**The task**
Starting at the line that contains "height:26px; margin:-13px; padding:0" and ending at the line that contains "display:flex; align-items:center; gap:12px;", the lines below are to be given again exactly, with nothing added.

++++ Records shown

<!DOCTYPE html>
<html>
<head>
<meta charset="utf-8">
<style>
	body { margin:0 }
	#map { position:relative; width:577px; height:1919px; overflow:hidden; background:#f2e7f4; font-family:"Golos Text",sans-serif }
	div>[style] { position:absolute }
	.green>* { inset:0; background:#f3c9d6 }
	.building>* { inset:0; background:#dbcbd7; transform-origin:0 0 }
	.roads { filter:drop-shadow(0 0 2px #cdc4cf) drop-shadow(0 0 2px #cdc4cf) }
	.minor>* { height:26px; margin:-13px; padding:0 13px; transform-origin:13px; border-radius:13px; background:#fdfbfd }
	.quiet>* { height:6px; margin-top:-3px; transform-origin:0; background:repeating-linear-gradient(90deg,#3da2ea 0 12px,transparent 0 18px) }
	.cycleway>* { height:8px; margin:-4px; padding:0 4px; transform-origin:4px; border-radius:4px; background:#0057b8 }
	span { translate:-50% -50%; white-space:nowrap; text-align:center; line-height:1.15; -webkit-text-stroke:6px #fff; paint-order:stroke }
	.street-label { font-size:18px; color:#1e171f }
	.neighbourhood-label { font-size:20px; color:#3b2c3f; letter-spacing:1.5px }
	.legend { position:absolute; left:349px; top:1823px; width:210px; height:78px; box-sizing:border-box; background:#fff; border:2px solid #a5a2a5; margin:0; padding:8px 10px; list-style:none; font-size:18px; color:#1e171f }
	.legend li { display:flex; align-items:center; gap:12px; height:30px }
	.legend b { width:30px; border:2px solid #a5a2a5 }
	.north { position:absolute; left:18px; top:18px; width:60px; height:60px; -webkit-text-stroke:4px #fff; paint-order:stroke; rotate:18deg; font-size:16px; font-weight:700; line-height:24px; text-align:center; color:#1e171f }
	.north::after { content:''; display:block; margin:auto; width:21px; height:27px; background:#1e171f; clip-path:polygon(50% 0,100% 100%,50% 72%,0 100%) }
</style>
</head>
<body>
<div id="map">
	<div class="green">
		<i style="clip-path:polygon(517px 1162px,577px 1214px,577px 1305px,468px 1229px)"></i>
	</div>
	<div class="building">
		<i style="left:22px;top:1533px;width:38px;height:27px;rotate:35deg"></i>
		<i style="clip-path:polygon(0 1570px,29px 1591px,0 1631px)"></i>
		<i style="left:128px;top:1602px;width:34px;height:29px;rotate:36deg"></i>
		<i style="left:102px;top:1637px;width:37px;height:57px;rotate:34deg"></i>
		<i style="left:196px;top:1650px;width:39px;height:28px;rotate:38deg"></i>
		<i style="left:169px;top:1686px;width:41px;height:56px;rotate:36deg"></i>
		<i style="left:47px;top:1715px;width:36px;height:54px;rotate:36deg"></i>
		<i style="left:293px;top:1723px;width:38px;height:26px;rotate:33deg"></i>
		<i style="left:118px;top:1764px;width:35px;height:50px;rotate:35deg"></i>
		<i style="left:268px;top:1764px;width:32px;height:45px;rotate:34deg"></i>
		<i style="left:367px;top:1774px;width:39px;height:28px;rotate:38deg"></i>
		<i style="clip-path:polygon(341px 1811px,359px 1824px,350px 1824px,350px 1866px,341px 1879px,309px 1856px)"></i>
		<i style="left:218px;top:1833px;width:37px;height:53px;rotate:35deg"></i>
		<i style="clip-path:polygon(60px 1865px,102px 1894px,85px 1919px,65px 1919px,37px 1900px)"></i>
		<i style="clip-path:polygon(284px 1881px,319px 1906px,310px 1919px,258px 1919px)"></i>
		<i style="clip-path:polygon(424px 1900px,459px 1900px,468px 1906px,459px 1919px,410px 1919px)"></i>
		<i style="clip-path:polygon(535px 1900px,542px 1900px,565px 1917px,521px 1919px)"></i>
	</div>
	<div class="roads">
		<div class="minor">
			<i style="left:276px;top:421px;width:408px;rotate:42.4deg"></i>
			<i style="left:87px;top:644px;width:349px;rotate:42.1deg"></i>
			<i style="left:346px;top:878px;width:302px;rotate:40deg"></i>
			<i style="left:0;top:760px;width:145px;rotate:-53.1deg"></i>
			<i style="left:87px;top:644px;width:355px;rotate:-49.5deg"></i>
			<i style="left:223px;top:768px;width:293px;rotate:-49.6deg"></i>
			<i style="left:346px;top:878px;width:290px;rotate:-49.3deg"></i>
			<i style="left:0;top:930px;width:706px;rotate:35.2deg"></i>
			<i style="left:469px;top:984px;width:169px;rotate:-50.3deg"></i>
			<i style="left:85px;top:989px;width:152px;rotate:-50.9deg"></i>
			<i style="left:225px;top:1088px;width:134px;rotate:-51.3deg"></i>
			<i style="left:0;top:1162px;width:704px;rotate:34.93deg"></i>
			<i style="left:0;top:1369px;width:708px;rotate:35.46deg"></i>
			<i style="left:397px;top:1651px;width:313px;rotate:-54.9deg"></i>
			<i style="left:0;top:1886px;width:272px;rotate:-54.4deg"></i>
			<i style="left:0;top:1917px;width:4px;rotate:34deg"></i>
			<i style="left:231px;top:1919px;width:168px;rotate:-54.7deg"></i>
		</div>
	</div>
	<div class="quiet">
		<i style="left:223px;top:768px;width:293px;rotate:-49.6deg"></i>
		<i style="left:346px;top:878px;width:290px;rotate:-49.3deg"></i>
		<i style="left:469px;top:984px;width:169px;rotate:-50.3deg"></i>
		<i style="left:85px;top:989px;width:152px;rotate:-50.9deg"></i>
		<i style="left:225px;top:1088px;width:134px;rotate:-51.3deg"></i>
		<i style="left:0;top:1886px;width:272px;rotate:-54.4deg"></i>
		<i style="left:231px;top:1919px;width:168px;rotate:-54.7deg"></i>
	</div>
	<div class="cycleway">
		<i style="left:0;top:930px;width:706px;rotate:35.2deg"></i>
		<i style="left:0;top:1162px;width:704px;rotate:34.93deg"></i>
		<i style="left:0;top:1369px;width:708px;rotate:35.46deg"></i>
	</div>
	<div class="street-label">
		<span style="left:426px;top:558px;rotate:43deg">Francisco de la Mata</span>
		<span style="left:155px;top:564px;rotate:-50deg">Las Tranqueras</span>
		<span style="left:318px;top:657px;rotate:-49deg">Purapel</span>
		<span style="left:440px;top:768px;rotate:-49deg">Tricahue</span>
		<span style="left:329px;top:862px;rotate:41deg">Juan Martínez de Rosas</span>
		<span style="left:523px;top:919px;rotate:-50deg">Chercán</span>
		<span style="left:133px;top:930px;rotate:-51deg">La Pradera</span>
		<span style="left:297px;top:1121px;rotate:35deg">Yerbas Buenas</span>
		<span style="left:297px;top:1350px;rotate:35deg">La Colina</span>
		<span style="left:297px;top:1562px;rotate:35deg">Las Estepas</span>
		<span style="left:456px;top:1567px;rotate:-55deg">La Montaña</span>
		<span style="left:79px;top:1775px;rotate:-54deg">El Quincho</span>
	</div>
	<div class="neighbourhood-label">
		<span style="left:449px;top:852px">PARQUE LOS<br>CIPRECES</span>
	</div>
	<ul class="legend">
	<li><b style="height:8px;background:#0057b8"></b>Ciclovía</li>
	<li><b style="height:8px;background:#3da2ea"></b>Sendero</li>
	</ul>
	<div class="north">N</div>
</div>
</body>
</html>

++++++++

**Answer below**
	.minor>* { height:26px; margin:-13px; padding:0 13px; transform-origin:13px; border-radius:13px; background:#fdfbfd }
	.quiet>* { height:6px; margin-top:-3px; transform-origin:0; background:repeating-linear-gradient(90deg,#3da2ea 0 12px,transparent 0 18px) }
	.cycleway>* { height:8px; margin:-4px; padding:0 4px; transform-origin:4px; border-radius:4px; background:#0057b8 }
	span { translate:-50% -50%; white-space:nowrap; text-align:center; line-height:1.15; -webkit-text-stroke:6px #fff; paint-order:stroke }
	.street-label { font-size:18px; color:#1e171f }
	.neighbourhood-label { font-size:20px; color:#3b2c3f; letter-spacing:1.5px }
	.legend { position:absolute; left:349px; top:1823px; width:210px; height:78px; box-sizing:border-box; background:#fff; border:2px solid #a5a2a5; margin:0; padding:8px 10px; list-style:none; font-size:18px; color:#1e171f }
	.legend li { display:flex; align-items:center; gap:12px; height:30px }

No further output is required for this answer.